▶ PROBLEM: Omit any picture, and return the remaining data exactly as written.

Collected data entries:
_ _ _ _

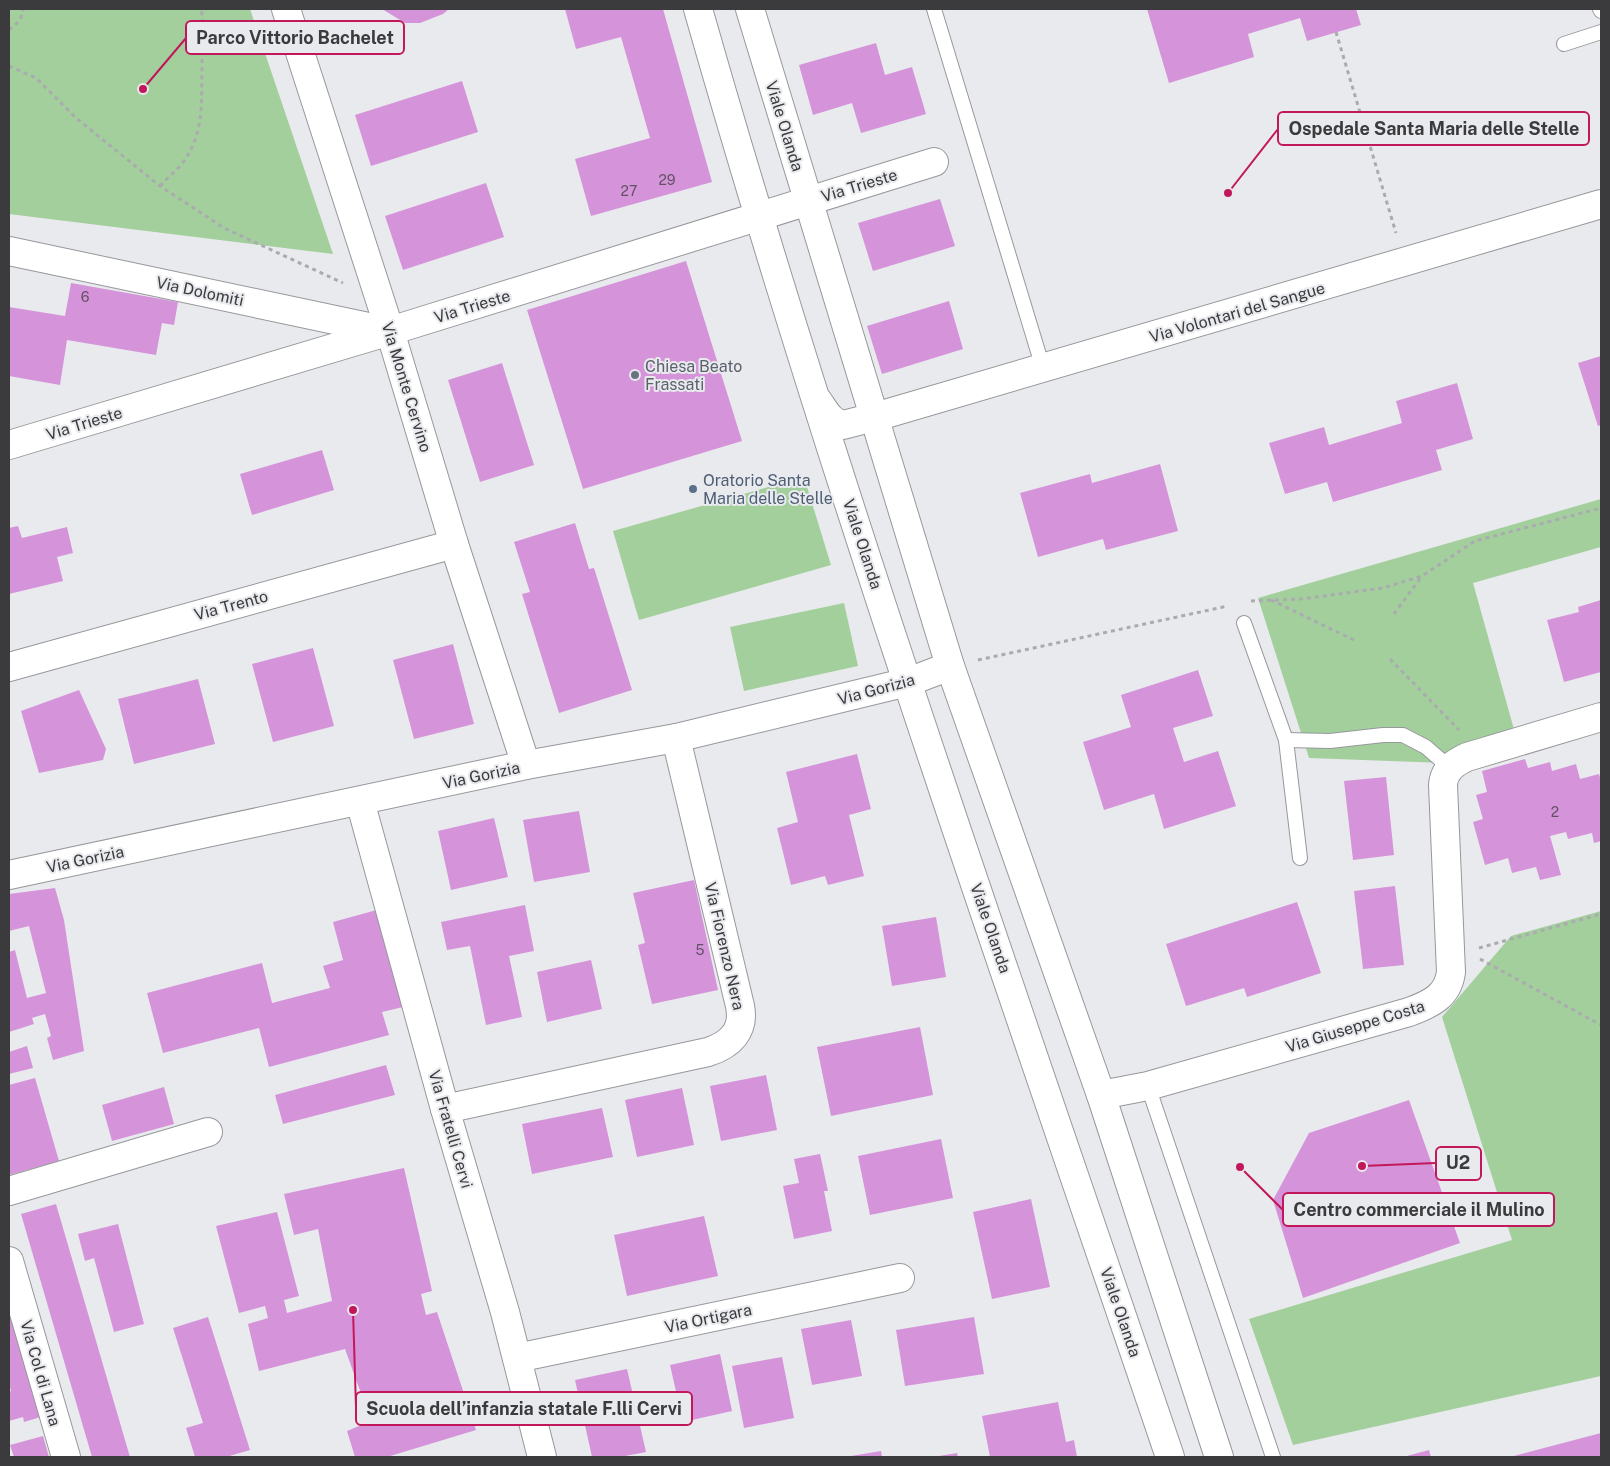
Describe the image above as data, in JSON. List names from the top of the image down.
{
  "streets": {
    "street": [
      "Viale Olanda",
      "Via Trieste",
      "Via Dolomiti",
      "Via Volontari del Sangue",
      "Via Monte Cervino",
      "Via Trento",
      "Via Gorizia",
      "Via Fiorenzo Nera",
      "Via Giuseppe Costa",
      "Via Fratelli Cervi",
      "Via Ortigara",
      "Via Col di Lana"
    ]
  },
  "crossings": [
    ["Viale Olanda", "Via Trieste"],
    ["Viale Olanda", "Via Volontari del Sangue"],
    ["Viale Olanda", "Via Gorizia"],
    ["Viale Olanda", "Via Giuseppe Costa"],
    ["Via Trieste", "Via Dolomiti"],
    ["Via Trieste", "Via Monte Cervino"],
    ["Via Dolomiti", "Via Monte Cervino"],
    ["Via Monte Cervino", "Via Trento"],
    ["Via Monte Cervino", "Via Gorizia"],
    ["Via Gorizia", "Via Fiorenzo Nera"],
    ["Via Gorizia", "Via Fratelli Cervi"],
    ["Via Fiorenzo Nera", "Via Fratelli Cervi"],
    ["Via Fratelli Cervi", "Via Ortigara"]
  ],
  "places": [
    "Parco Vittorio Bachelet",
    "Ospedale Santa Maria delle Stelle",
    "Chiesa Beato Frassati",
    "Oratorio Santa Maria delle Stelle",
    "U2",
    "Centro commerciale il Mulino",
    "Scuola dell’infanzia statale F.lli Cervi"
  ],
  "house_numbers": [
    "29",
    "27",
    "6",
    "2",
    "5"
  ]
}
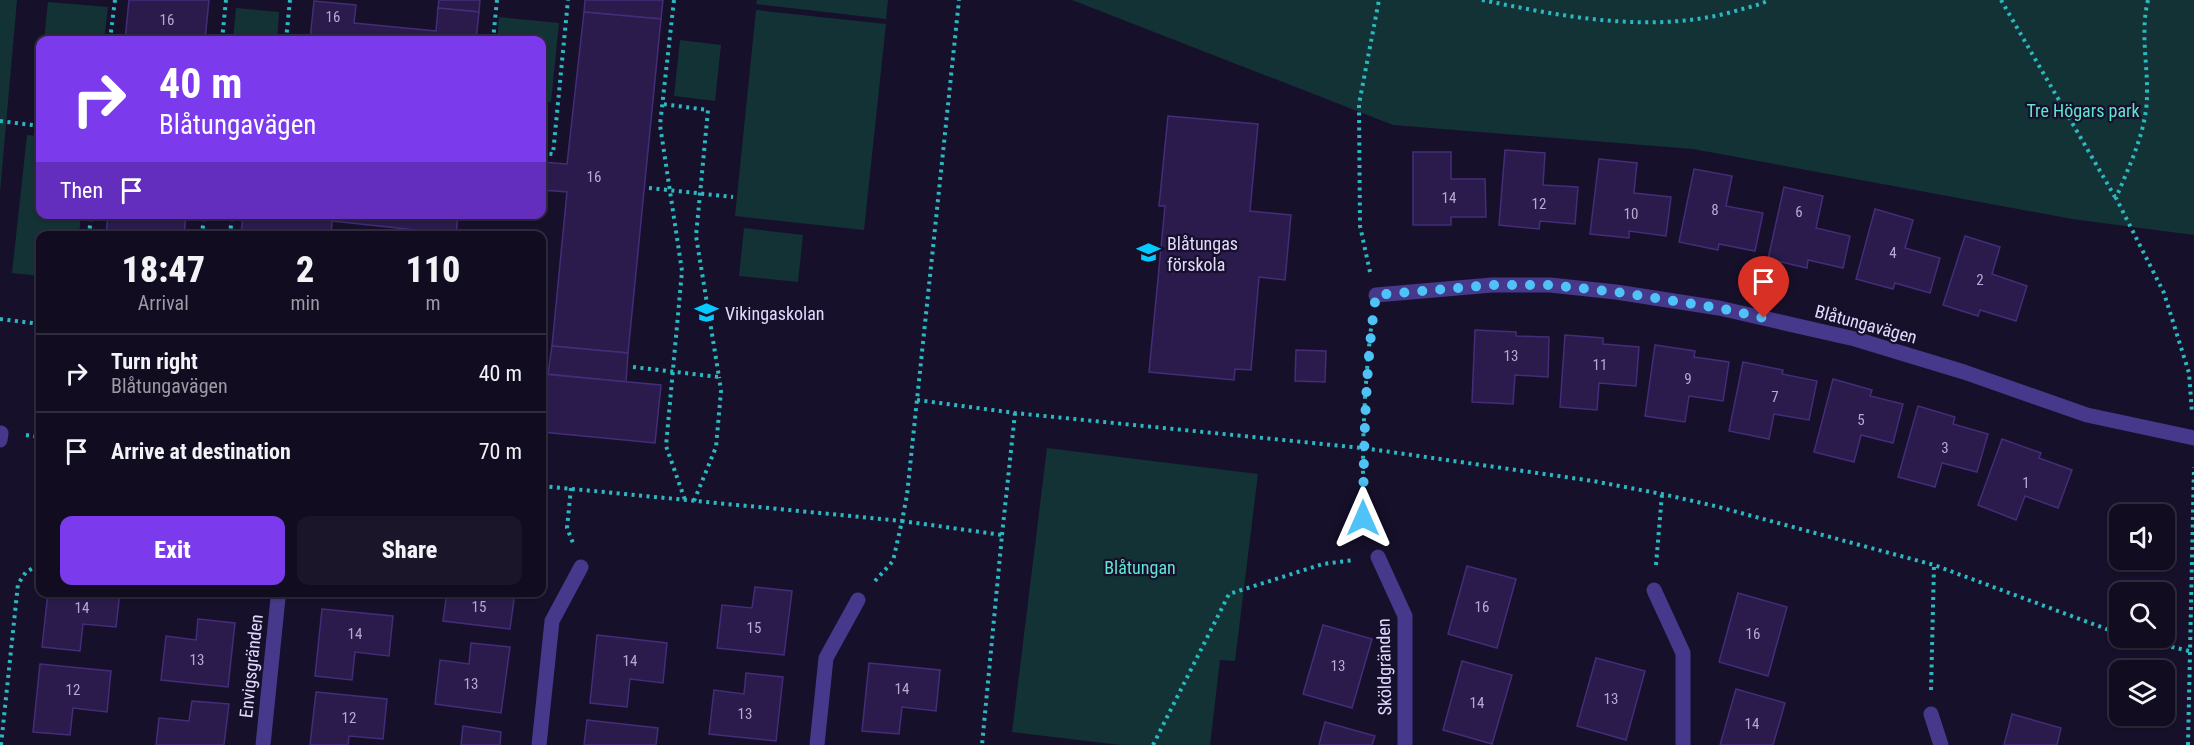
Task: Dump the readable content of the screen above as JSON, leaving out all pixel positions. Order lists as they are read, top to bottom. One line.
{"streets":{"street":["Blåtungavägen","Envigsgränden","Sköldgränden"]},"parks":["Tre Högars park","Blåtungan"],"places":{"school or university":["Blåtungas förskola","Vikingaskolan"]},"house_numbers":["16","16","16","14","12","8","6","10","4","2","13","11","9","7","5","3","1","15","16","14","15","14","16","13","14","13","13","14","12","13","14","13","12","14"],"page":{"turn":["40 m","Blåtungavägen"],"then":"Then","eta":["18:47","Arrival","2","min","110","m"],"list":[{"name":"Turn right","note":"Blåtungavägen","value":"40 m"},{"name":"Arrive at destination","value":"70 m"}],"buttons":["Exit","Share"]}}
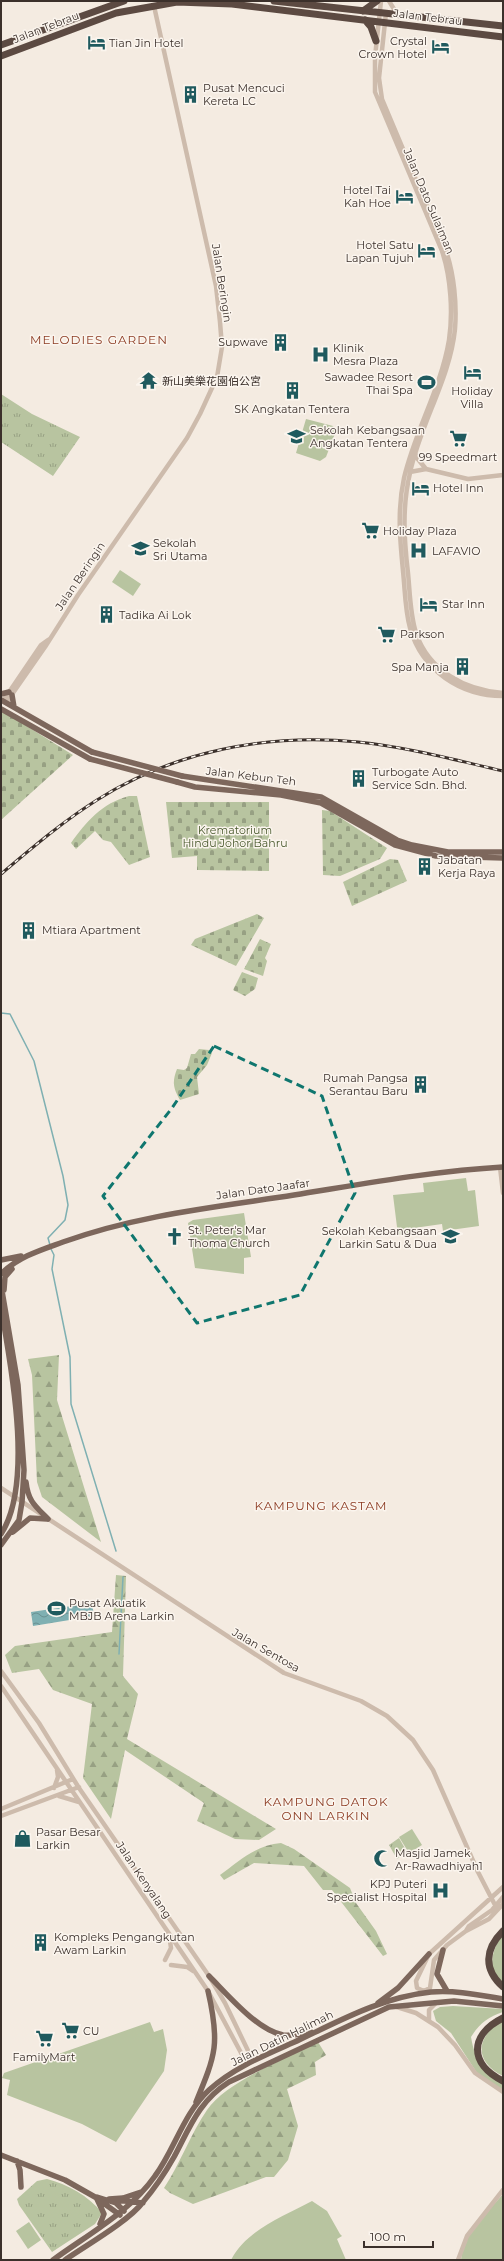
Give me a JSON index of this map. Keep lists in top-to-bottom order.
{
  "streets": {
    "highway": ["Jalan Tebrau"],
    "main road": ["Jalan Kebun Teh", "Jalan Dato Jaafar", "Jalan Datin Halimah"],
    "street": [
      "Jalan Dato Sulaiman",
      "Jalan Beringin",
      "Jalan Sentosa",
      "Jalan Kenyalang"
    ]
  },
  "crossings": [
    ["Jalan Tebrau", "Jalan Dato Sulaiman"],
    ["Jalan Tebrau", "Jalan Beringin"],
    ["Jalan Beringin", "Jalan Kebun Teh"],
    ["Jalan Kenyalang", "Jalan Datin Halimah"]
  ],
  "districts": ["MELODIES GARDEN", "KAMPUNG KASTAM", "KAMPUNG DATOK ONN LARKIN"],
  "parks": ["Krematorium Hindu Johor Bahru"],
  "places": {
    "hotel": [
      "Tian Jin Hotel",
      "Crystal Crown Hotel",
      "Hotel Tai Kah Hoe",
      "Hotel Satu Lapan Tujuh",
      "Holiday Villa",
      "Hotel Inn",
      "Star Inn"
    ],
    "building": [
      "Pusat Mencuci Kereta LC",
      "Supwave",
      "SK Angkatan Tentera",
      "Tadika Ai Lok",
      "Spa Manja",
      "Turbogate Auto Service Sdn. Bhd.",
      "Jabatan Kerja Raya",
      "Mtiara Apartment",
      "Rumah Pangsa Serantau Baru",
      "Kompleks Pengangkutan Awam Larkin"
    ],
    "hospital": ["Klinik Mesra Plaza", "LAFAVIO", "KPJ Puteri Specialist Hospital"],
    "temple": ["新山美樂花園伯公宮"],
    "sports": ["Sawadee Resort Thai Spa", "Pusat Akuatik MBJB Arena Larkin"],
    "school or university": ["Sekolah Kebangsaan Angkatan Tentera", "Sekolah Sri Utama", "Sekolah Kebangsaan Larkin Satu & Dua"],
    "supermarket": [
      "99 Speedmart",
      "Holiday Plaza",
      "Parkson",
      "CU",
      "FamilyMart"
    ],
    "church": ["St. Peter's Mar Thoma Church"],
    "shop": ["Pasar Besar Larkin"],
    "mosque": ["Masjid Jamek Ar-Rawadhiyah1"]
  },
  "scale_bar": "100 m"
}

_ _ _ _

▶ WRITTEN ANSWER:
Describe the image above as data, in JSON. List names from the top of the image down.
{
  "streets": {
    "street": [
      "Viale Olanda",
      "Via Trieste",
      "Via Dolomiti",
      "Via Volontari del Sangue",
      "Via Monte Cervino",
      "Via Trento",
      "Via Gorizia",
      "Via Fiorenzo Nera",
      "Via Giuseppe Costa",
      "Via Fratelli Cervi",
      "Via Ortigara",
      "Via Col di Lana"
    ]
  },
  "crossings": [
    ["Viale Olanda", "Via Trieste"],
    ["Viale Olanda", "Via Volontari del Sangue"],
    ["Viale Olanda", "Via Gorizia"],
    ["Viale Olanda", "Via Giuseppe Costa"],
    ["Via Trieste", "Via Dolomiti"],
    ["Via Trieste", "Via Monte Cervino"],
    ["Via Dolomiti", "Via Monte Cervino"],
    ["Via Monte Cervino", "Via Trento"],
    ["Via Monte Cervino", "Via Gorizia"],
    ["Via Gorizia", "Via Fiorenzo Nera"],
    ["Via Gorizia", "Via Fratelli Cervi"],
    ["Via Fiorenzo Nera", "Via Fratelli Cervi"],
    ["Via Fratelli Cervi", "Via Ortigara"]
  ],
  "places": [
    "Parco Vittorio Bachelet",
    "Ospedale Santa Maria delle Stelle",
    "Chiesa Beato Frassati",
    "Oratorio Santa Maria delle Stelle",
    "U2",
    "Centro commerciale il Mulino",
    "Scuola dell’infanzia statale F.lli Cervi"
  ],
  "house_numbers": [
    "29",
    "27",
    "6",
    "2",
    "5"
  ]
}
Task: Dump the readable content of the screen above as JSON, leaving out all pixel positions. Order lists as they are read, top to bottom. One line.
{"streets":{"street":["Blåtungavägen","Envigsgränden","Sköldgränden"]},"parks":["Tre Högars park","Blåtungan"],"places":{"school or university":["Blåtungas förskola","Vikingaskolan"]},"house_numbers":["16","16","16","14","12","8","6","10","4","2","13","11","9","7","5","3","1","15","16","14","15","14","16","13","14","13","13","14","12","13","14","13","12","14"],"page":{"turn":["40 m","Blåtungavägen"],"then":"Then","eta":["18:47","Arrival","2","min","110","m"],"list":[{"name":"Turn right","note":"Blåtungavägen","value":"40 m"},{"name":"Arrive at destination","value":"70 m"}],"buttons":["Exit","Share"]}}
Give me a JSON index of this map. Keep lists in top-to-bottom order.
{
  "streets": {
    "highway": ["Jalan Tebrau"],
    "main road": ["Jalan Kebun Teh", "Jalan Dato Jaafar", "Jalan Datin Halimah"],
    "street": [
      "Jalan Dato Sulaiman",
      "Jalan Beringin",
      "Jalan Sentosa",
      "Jalan Kenyalang"
    ]
  },
  "crossings": [
    ["Jalan Tebrau", "Jalan Dato Sulaiman"],
    ["Jalan Tebrau", "Jalan Beringin"],
    ["Jalan Beringin", "Jalan Kebun Teh"],
    ["Jalan Kenyalang", "Jalan Datin Halimah"]
  ],
  "districts": ["MELODIES GARDEN", "KAMPUNG KASTAM", "KAMPUNG DATOK ONN LARKIN"],
  "parks": ["Krematorium Hindu Johor Bahru"],
  "places": {
    "hotel": [
      "Tian Jin Hotel",
      "Crystal Crown Hotel",
      "Hotel Tai Kah Hoe",
      "Hotel Satu Lapan Tujuh",
      "Holiday Villa",
      "Hotel Inn",
      "Star Inn"
    ],
    "building": [
      "Pusat Mencuci Kereta LC",
      "Supwave",
      "SK Angkatan Tentera",
      "Tadika Ai Lok",
      "Spa Manja",
      "Turbogate Auto Service Sdn. Bhd.",
      "Jabatan Kerja Raya",
      "Mtiara Apartment",
      "Rumah Pangsa Serantau Baru",
      "Kompleks Pengangkutan Awam Larkin"
    ],
    "hospital": ["Klinik Mesra Plaza", "LAFAVIO", "KPJ Puteri Specialist Hospital"],
    "temple": ["新山美樂花園伯公宮"],
    "sports": ["Sawadee Resort Thai Spa", "Pusat Akuatik MBJB Arena Larkin"],
    "school or university": ["Sekolah Kebangsaan Angkatan Tentera", "Sekolah Sri Utama", "Sekolah Kebangsaan Larkin Satu & Dua"],
    "supermarket": [
      "99 Speedmart",
      "Holiday Plaza",
      "Parkson",
      "CU",
      "FamilyMart"
    ],
    "church": ["St. Peter's Mar Thoma Church"],
    "shop": ["Pasar Besar Larkin"],
    "mosque": ["Masjid Jamek Ar-Rawadhiyah1"]
  },
  "scale_bar": "100 m"
}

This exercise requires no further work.